**Data in this exercise**
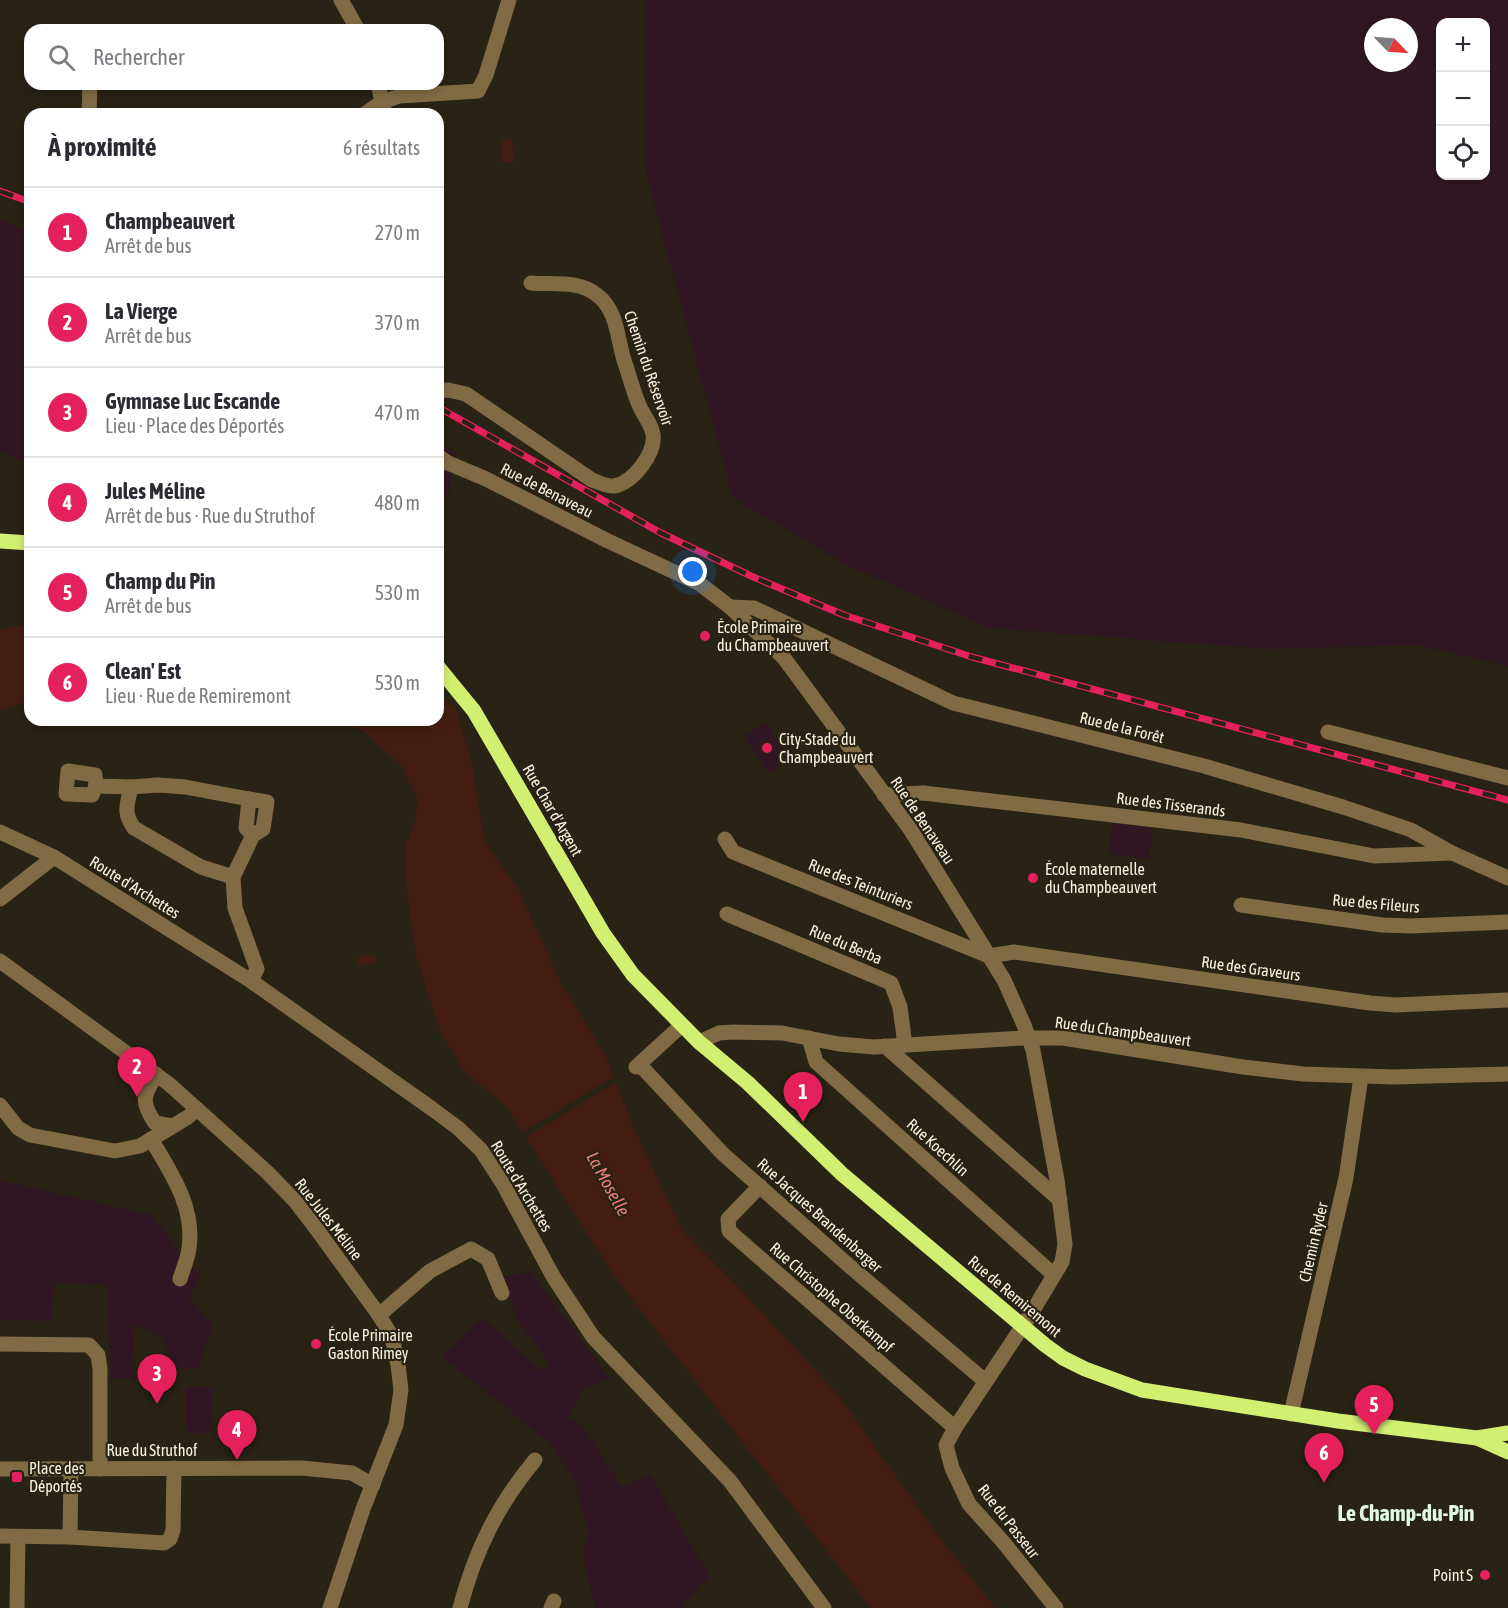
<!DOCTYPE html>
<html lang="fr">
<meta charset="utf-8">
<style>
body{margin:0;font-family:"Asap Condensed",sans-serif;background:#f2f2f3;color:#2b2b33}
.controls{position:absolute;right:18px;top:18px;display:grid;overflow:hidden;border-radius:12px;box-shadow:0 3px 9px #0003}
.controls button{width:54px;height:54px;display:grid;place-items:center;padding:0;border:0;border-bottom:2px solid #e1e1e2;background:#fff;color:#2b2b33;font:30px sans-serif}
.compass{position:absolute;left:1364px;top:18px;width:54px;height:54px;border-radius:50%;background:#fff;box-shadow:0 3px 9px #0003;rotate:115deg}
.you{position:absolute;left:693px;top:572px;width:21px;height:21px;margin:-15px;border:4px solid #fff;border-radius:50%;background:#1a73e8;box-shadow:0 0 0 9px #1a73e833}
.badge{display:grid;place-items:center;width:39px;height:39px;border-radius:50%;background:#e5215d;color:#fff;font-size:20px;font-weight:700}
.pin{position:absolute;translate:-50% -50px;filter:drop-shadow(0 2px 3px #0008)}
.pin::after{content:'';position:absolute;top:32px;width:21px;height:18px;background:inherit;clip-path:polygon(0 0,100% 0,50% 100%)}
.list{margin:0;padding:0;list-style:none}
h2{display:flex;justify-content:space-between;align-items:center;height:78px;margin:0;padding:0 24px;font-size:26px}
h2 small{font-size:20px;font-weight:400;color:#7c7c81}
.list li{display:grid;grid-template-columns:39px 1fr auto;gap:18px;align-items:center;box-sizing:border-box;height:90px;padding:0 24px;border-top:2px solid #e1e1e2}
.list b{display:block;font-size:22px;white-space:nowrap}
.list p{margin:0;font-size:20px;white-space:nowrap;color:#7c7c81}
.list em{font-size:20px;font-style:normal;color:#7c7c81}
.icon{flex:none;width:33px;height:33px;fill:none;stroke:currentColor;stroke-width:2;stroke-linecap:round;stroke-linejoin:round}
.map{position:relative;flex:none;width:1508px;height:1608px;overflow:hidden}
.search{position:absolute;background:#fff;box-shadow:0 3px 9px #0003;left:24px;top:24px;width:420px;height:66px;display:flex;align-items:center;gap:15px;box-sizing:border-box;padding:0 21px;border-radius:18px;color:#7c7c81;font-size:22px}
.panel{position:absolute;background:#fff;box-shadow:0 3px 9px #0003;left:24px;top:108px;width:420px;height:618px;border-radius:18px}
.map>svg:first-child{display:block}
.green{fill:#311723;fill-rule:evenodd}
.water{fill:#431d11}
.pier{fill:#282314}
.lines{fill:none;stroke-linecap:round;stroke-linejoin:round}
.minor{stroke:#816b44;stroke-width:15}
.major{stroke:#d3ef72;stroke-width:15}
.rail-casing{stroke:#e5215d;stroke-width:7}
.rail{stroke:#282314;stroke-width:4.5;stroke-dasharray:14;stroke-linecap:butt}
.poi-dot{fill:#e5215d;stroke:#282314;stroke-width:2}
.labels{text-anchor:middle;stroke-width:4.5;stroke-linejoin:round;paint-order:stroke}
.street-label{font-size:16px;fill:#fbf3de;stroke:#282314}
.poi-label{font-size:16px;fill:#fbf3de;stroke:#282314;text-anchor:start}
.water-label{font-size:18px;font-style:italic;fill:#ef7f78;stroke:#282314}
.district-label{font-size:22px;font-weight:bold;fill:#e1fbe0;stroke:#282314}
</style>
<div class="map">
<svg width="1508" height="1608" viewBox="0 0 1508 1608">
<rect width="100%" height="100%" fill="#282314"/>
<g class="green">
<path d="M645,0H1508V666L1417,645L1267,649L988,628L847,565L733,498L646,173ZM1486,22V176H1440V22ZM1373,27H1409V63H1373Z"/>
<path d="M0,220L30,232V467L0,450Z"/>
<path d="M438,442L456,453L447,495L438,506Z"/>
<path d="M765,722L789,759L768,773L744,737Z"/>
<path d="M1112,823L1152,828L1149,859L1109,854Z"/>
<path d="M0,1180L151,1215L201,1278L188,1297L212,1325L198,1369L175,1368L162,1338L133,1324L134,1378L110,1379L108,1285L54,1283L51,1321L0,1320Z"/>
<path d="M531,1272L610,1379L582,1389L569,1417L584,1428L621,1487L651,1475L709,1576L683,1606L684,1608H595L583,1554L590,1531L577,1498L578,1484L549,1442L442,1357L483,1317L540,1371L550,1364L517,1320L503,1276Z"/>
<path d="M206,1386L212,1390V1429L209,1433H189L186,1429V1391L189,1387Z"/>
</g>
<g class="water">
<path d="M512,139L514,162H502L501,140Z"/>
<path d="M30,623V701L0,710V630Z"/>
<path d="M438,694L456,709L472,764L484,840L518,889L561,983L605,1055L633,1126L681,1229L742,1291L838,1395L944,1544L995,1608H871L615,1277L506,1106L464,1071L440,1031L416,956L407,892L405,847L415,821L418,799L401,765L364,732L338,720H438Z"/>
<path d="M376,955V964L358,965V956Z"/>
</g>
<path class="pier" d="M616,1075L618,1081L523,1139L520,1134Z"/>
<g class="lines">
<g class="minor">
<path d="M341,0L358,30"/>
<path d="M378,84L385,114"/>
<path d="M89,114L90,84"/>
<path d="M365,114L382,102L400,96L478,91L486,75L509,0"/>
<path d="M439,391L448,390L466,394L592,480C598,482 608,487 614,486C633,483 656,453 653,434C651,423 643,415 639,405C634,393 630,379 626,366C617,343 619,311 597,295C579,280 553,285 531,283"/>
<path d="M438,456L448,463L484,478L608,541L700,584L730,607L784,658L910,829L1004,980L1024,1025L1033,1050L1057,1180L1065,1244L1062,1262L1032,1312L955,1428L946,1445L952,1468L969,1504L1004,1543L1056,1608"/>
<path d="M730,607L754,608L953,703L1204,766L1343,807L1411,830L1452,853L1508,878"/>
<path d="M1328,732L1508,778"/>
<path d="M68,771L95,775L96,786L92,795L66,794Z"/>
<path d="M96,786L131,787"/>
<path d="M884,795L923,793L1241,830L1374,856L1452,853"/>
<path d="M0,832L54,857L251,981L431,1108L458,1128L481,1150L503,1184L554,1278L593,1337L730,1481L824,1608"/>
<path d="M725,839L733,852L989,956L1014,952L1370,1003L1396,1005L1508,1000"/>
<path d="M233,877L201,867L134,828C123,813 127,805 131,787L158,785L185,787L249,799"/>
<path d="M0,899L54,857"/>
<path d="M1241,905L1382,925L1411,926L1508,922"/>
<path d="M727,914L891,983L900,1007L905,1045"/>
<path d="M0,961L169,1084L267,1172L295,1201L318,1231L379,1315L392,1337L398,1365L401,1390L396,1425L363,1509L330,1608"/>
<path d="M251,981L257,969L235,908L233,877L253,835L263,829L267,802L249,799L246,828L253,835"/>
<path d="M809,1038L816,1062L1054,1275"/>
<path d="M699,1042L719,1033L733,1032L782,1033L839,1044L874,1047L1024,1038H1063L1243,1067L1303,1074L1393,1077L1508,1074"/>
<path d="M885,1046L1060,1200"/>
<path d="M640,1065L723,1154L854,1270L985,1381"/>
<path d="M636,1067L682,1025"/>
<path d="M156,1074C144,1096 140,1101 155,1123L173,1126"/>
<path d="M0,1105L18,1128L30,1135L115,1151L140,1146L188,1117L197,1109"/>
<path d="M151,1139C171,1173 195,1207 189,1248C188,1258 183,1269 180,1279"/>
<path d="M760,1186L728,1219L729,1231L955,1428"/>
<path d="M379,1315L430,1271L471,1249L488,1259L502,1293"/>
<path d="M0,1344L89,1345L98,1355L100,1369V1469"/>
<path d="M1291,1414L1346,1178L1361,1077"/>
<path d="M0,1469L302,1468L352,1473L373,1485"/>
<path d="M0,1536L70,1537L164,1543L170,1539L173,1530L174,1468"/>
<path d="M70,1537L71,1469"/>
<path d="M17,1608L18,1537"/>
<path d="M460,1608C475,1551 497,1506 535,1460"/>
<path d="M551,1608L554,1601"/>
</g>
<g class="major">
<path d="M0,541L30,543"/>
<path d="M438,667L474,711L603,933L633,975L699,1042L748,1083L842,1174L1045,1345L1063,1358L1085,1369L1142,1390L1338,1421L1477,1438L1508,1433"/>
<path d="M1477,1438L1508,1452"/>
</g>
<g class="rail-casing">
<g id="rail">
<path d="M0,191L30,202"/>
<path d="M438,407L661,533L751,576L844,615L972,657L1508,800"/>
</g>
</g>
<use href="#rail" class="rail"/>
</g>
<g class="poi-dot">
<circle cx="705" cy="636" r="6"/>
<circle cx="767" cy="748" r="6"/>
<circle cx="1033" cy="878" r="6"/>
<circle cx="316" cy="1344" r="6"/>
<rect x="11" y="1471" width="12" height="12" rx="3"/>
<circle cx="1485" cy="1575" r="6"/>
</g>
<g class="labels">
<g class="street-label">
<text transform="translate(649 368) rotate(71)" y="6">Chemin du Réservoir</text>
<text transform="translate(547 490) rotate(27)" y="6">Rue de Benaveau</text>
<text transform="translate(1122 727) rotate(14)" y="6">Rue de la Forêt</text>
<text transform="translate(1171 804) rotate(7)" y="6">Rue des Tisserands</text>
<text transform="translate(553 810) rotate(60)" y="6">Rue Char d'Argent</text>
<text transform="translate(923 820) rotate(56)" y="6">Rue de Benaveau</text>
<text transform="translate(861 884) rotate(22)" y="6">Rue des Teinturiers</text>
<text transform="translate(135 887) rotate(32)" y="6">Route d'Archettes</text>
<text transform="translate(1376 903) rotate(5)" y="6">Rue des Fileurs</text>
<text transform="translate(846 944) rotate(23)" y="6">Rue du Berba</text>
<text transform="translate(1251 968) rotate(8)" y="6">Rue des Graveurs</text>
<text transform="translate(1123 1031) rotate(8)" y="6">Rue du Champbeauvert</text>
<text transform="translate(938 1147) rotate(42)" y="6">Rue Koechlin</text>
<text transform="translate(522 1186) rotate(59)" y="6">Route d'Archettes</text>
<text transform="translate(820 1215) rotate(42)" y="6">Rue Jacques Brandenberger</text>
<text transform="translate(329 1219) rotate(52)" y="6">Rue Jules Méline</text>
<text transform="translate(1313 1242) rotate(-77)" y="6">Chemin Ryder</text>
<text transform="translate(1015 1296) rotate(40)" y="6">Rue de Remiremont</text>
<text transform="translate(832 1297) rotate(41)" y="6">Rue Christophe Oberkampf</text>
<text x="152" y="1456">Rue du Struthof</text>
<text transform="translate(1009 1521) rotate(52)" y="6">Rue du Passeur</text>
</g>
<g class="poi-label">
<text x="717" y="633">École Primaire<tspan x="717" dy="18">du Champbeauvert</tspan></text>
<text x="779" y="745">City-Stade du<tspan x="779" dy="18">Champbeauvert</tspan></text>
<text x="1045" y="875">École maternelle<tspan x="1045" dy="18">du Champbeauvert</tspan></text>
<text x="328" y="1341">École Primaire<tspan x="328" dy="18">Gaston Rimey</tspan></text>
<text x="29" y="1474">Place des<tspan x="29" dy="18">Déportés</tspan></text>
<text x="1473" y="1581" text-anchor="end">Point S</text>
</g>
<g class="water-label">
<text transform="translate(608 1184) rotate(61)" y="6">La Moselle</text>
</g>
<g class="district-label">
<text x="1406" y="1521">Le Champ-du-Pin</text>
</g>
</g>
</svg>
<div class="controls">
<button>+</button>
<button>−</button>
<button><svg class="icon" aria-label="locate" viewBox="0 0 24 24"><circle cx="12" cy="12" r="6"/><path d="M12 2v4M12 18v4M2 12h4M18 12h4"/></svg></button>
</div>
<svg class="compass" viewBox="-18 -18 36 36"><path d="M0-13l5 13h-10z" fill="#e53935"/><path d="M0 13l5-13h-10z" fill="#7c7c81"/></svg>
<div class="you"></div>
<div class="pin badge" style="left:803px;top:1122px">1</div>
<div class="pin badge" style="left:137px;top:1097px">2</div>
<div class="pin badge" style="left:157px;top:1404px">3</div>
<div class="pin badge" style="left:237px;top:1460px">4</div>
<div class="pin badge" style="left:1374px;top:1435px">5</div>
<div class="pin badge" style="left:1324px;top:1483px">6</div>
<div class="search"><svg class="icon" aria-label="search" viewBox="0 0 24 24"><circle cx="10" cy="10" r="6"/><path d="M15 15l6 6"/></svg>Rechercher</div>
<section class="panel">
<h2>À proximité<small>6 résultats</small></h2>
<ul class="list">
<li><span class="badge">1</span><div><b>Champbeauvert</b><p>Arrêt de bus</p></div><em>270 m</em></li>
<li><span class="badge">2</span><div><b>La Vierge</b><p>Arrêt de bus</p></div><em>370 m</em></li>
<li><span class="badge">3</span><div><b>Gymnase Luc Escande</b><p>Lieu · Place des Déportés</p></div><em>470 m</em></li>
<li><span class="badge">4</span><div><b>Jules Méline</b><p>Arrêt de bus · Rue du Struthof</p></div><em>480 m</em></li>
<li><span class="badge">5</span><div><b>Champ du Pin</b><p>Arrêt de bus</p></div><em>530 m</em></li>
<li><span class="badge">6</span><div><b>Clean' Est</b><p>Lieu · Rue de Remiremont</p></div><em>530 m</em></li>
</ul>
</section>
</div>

**Required work**
Nothing but the lines with "linejoin" should be returned, copied from the entries above.

**Solution**
.icon{flex:none;width:33px;height:33px;fill:none;stroke:currentColor;stroke-width:2;stroke-linecap:round;stroke-linejoin:round}
.lines{fill:none;stroke-linecap:round;stroke-linejoin:round}
.labels{text-anchor:middle;stroke-width:4.5;stroke-linejoin:round;paint-order:stroke}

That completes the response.